MATERIAL TO PROCESS:

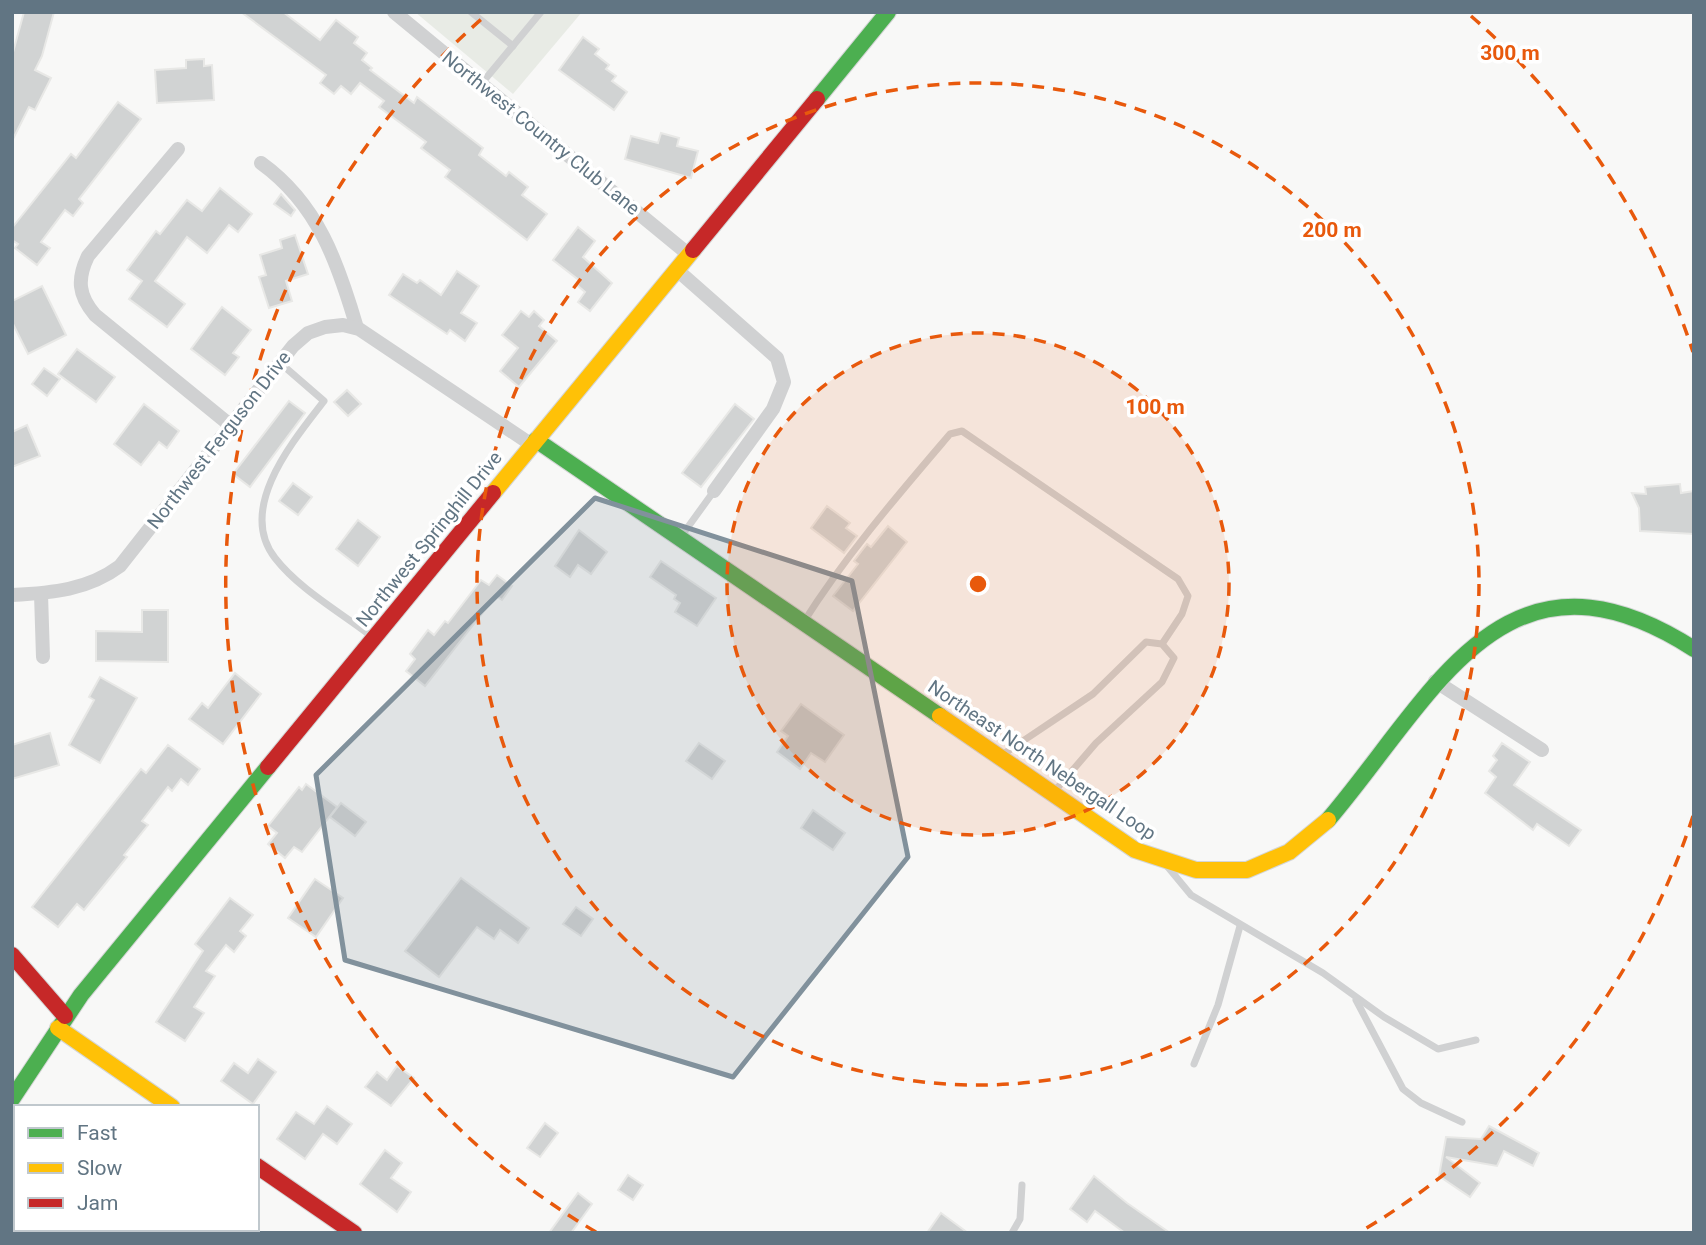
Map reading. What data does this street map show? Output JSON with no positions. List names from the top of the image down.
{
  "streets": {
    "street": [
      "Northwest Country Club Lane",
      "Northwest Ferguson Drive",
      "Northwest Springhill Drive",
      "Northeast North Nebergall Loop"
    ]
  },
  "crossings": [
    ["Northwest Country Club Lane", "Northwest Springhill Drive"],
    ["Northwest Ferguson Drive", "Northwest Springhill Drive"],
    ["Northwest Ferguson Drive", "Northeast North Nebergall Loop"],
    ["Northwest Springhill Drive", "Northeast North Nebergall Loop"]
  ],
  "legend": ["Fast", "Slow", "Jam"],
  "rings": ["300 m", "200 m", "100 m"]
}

PROBLEM STATEMENT:
Retype the listing above exactly, pictures excluded.

YOUR SOLUTION:
Map reading. What data does this street map show? Output JSON with no positions. List names from the top of the image down.
{
  "streets": {
    "street": [
      "Northwest Country Club Lane",
      "Northwest Ferguson Drive",
      "Northwest Springhill Drive",
      "Northeast North Nebergall Loop"
    ]
  },
  "crossings": [
    ["Northwest Country Club Lane", "Northwest Springhill Drive"],
    ["Northwest Ferguson Drive", "Northwest Springhill Drive"],
    ["Northwest Ferguson Drive", "Northeast North Nebergall Loop"],
    ["Northwest Springhill Drive", "Northeast North Nebergall Loop"]
  ],
  "legend": ["Fast", "Slow", "Jam"],
  "rings": ["300 m", "200 m", "100 m"]
}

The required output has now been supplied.